Plenário do STF na tarde desta quinta-feira (14): foram 6 votos a 5, e o desempate foi de Dias Toffoli - STF / Secretaria de Comunicação
Plenário do STF na tarde desta quinta-feira (14): foram 6 votos a 5, e o desempate foi de Dias Toffoli Imagem: STF / Secretaria de Comunicação

André Shalders - @andreshalders - Da BBC News Brasil em São Paulo

14/03/2019 19h28

Ministros do STF decidem que parte dos casos da operação deve ir para a Justiça Eleitoral; força-tarefa da Lava Jato no Paraná teme enfraquecimento da investigação

Os ministros do Supremo Tribunal Federal (STF) decidiram na tarde desta quinta-feira (14) enviar parte das investigações da Lava Jato para a Justiça Eleitoral. Foram seis votos a cinco.

Para os procuradores que participam da força-tarefa da Lava Jato no Paraná, a decisão pode enfraquecer as investigações e até provocar a anulação de condenações já decididas pela Justiça. Já os ministros favoráveis à medida argumentam que não haverá prejuízo às investigações nem anulação de casos já julgados. Argumentam também que a lei brasileira determina o envio.

Ecoando o discurso dos procuradores, a hashtag #STFVergonhaNacional chegou ao topo da lista de assuntos mais comentados por brasileiros no Twitter na noite desta quarta (13).

Votaram a favor do envio os ministros Marco Aurélio (relator do caso), Alexandre de Moraes, Ricardo Lewandowski, Gilmar Mendes, Celso de Mello e Dias Toffoli (presidente do STF, que desempatou a votação). Ficaram vencidos os ministros Edson Fachin, Luiz Fux, Rosa Weber, Luís Roberto Barroso e Cármen Lúcia.

Para os ministros que defenderam a medida, as apurações devem ser conduzidas pela Justiça Eleitoral sempre que houver suspeitas de crimes eleitorais (como o Caixa 2), mesmo que existam outros crimes comuns (corrupção, lavagem de dinheiro, etc).

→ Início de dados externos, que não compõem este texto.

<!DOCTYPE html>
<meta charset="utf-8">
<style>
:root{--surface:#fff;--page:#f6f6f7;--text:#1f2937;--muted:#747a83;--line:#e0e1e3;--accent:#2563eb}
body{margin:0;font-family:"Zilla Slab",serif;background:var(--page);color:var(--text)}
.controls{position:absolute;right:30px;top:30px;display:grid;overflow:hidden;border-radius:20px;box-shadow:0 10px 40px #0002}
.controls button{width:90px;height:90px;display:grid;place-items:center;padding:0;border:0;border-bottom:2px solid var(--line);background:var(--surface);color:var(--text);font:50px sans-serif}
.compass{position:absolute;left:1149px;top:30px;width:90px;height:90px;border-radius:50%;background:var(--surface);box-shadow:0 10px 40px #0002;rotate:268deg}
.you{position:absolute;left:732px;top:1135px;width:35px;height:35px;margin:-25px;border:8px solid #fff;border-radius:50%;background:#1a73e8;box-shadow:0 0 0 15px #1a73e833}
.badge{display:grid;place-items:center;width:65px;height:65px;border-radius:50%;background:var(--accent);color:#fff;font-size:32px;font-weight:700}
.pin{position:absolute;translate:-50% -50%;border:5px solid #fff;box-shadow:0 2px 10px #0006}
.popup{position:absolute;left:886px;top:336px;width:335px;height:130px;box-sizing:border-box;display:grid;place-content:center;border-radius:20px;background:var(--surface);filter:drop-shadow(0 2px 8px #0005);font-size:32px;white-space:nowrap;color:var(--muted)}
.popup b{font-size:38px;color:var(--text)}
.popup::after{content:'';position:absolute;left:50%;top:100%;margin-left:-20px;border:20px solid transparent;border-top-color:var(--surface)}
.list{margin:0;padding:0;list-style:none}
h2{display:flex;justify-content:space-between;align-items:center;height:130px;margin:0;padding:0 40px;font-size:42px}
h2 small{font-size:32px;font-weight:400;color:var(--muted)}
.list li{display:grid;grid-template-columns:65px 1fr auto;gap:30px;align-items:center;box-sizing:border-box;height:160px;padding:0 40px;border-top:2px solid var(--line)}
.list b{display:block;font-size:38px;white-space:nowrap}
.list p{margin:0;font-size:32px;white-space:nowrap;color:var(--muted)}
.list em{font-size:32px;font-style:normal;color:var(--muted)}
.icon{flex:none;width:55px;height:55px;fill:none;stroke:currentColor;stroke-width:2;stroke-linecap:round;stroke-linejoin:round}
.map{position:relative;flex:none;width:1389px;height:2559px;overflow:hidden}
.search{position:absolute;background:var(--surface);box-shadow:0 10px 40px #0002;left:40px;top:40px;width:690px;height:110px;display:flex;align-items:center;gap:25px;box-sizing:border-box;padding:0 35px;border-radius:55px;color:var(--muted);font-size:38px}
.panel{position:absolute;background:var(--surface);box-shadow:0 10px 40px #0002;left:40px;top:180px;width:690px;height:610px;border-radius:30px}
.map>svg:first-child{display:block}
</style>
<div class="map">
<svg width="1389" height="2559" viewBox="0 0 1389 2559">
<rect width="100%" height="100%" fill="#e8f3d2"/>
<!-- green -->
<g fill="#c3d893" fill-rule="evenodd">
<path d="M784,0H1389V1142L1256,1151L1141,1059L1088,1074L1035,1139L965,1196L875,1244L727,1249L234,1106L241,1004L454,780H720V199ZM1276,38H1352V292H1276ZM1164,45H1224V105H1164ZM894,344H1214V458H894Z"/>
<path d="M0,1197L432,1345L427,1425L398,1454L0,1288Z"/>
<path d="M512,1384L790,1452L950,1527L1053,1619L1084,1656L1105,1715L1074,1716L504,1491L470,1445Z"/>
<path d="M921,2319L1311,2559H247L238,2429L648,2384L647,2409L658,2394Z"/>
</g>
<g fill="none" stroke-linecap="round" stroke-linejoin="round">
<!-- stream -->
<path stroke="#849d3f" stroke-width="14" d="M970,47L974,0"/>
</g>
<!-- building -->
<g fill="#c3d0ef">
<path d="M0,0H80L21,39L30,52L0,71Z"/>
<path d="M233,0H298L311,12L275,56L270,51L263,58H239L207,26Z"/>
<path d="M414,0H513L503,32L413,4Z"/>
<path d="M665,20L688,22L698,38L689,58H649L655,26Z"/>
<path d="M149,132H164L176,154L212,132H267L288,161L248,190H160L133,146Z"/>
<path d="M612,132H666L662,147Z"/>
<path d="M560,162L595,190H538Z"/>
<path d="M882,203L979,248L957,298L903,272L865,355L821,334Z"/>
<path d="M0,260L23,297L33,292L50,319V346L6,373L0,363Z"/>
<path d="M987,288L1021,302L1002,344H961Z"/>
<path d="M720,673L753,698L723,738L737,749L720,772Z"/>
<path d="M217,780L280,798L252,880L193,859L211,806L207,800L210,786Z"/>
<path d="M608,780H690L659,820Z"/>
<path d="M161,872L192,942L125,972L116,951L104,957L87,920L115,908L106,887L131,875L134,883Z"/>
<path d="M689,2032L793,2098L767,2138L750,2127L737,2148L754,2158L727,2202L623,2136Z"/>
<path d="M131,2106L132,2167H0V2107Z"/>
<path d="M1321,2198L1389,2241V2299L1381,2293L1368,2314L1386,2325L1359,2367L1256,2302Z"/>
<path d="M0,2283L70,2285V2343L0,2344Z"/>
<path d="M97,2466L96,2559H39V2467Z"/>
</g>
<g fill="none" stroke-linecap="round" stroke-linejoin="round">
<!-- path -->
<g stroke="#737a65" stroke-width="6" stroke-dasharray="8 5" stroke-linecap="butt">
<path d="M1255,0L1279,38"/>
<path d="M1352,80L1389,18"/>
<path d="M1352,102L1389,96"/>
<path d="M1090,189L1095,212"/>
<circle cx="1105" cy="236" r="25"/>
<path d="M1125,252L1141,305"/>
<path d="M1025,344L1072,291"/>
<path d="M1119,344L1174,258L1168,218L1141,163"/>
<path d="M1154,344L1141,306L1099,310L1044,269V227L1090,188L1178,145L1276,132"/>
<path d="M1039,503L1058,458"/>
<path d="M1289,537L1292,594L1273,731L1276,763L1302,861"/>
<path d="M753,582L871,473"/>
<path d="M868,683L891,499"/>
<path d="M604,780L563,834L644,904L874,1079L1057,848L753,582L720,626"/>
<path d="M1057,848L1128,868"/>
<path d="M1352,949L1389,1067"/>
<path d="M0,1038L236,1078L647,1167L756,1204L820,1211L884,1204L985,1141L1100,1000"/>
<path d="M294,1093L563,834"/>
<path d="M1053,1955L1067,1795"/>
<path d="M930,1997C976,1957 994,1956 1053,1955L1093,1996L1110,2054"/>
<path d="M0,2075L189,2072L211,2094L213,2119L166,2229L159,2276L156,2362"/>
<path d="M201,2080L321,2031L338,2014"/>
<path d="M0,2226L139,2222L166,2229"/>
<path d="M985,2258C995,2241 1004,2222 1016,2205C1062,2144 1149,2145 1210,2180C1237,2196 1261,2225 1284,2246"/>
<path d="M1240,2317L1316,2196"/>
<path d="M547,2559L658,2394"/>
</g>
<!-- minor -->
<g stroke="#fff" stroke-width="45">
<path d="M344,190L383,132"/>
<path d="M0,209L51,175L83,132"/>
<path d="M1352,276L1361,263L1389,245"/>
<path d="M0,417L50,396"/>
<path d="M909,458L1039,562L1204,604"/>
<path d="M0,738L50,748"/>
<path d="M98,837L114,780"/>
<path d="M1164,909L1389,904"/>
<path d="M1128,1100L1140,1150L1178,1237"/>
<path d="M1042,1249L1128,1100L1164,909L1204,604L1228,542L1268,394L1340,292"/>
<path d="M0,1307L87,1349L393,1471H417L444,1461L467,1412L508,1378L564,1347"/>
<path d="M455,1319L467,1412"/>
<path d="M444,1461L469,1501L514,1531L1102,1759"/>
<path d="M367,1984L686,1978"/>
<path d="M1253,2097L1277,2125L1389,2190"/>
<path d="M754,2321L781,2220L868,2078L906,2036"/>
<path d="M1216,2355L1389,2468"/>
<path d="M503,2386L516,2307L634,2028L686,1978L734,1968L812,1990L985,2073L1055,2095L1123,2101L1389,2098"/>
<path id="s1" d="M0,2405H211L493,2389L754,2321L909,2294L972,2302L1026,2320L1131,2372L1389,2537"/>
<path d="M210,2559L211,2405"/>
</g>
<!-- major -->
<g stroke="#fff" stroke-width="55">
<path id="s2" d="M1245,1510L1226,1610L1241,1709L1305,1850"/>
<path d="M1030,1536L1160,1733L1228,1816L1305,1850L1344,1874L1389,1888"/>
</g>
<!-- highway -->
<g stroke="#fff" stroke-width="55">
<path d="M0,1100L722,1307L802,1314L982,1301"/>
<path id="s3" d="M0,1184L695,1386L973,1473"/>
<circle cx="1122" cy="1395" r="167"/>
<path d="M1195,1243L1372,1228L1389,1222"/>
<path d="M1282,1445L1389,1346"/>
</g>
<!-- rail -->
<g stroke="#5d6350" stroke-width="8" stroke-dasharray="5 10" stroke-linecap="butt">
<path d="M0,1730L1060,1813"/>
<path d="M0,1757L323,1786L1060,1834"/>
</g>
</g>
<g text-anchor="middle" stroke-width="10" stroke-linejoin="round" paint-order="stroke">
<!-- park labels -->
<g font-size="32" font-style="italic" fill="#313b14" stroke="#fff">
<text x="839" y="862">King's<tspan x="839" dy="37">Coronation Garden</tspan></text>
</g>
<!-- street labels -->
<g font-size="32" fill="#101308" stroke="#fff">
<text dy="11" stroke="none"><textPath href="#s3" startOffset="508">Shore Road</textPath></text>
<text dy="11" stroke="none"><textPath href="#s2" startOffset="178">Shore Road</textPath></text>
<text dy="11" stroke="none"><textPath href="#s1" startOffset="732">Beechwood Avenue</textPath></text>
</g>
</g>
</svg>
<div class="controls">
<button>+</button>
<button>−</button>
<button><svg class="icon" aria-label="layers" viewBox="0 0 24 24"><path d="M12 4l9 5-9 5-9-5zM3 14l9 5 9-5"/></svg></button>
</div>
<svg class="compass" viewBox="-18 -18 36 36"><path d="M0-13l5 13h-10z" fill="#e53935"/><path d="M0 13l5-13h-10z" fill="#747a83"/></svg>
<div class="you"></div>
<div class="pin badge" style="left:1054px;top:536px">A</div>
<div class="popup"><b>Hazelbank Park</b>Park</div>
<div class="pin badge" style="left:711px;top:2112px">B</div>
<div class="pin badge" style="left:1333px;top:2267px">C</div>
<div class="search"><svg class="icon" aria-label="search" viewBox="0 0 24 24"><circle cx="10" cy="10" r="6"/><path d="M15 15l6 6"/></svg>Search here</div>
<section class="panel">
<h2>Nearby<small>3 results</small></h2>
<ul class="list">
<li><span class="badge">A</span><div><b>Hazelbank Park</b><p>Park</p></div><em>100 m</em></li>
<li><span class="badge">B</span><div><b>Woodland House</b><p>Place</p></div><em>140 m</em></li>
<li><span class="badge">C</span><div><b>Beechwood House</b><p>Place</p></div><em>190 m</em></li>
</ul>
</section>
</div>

Já os ministros contrários queriam que os casos fossem separados: quando houver suspeita de crimes como o Caixa 2, somente esta parte do processo seria enviada para a Justiça Eleitoral. O restante deveria permanecer com a Justiça Comum - seja o STF ou a 1ª Instância, como a 13ª Vara Federal de Curitiba.

O julgamento de hoje também acaba com uma divergência entre duas turmas do STF - na 2ª Turma, a prática já era encaminhar estes casos inteiros para a Justiça Eleitoral. Desde 2017, isto foi feito em apurações envolvendo diversos políticos, inclusive os ex-presidentes Dilma Rousseff (PT) e Michel Temer (MDB), e os senadores tucanos José Serra (SP) e Antonio Anastasia (MG).

A BBC News Brasil responde abaixo quatro perguntas para você entender melhor o assunto.

1. O que argumentam os ministros favoráveis e contrários à medida?

Duas correntes apareceram no julgamento do STF: a do relator do caso, Marco Aurélio Mello; e a divergência apresentada pelo ministro Luiz Edson Fachin, relator dos casos da Lava Jato no STF.

Marco Aurélio entende que quando houver crimes eleitorais numa determinada investigação, o caso como um todo deve ser enviado para a Justiça Eleitoral. Para ele, os crimes seriam conexos, e a preferência, segundo o Código Eleitoral, é da Justiça Eleitoral.

"Havendo a concorrência entre a competência de uma justiça e a competência da Justiça especializada, decide-se pela competência da Justiça especializada (...)", disse.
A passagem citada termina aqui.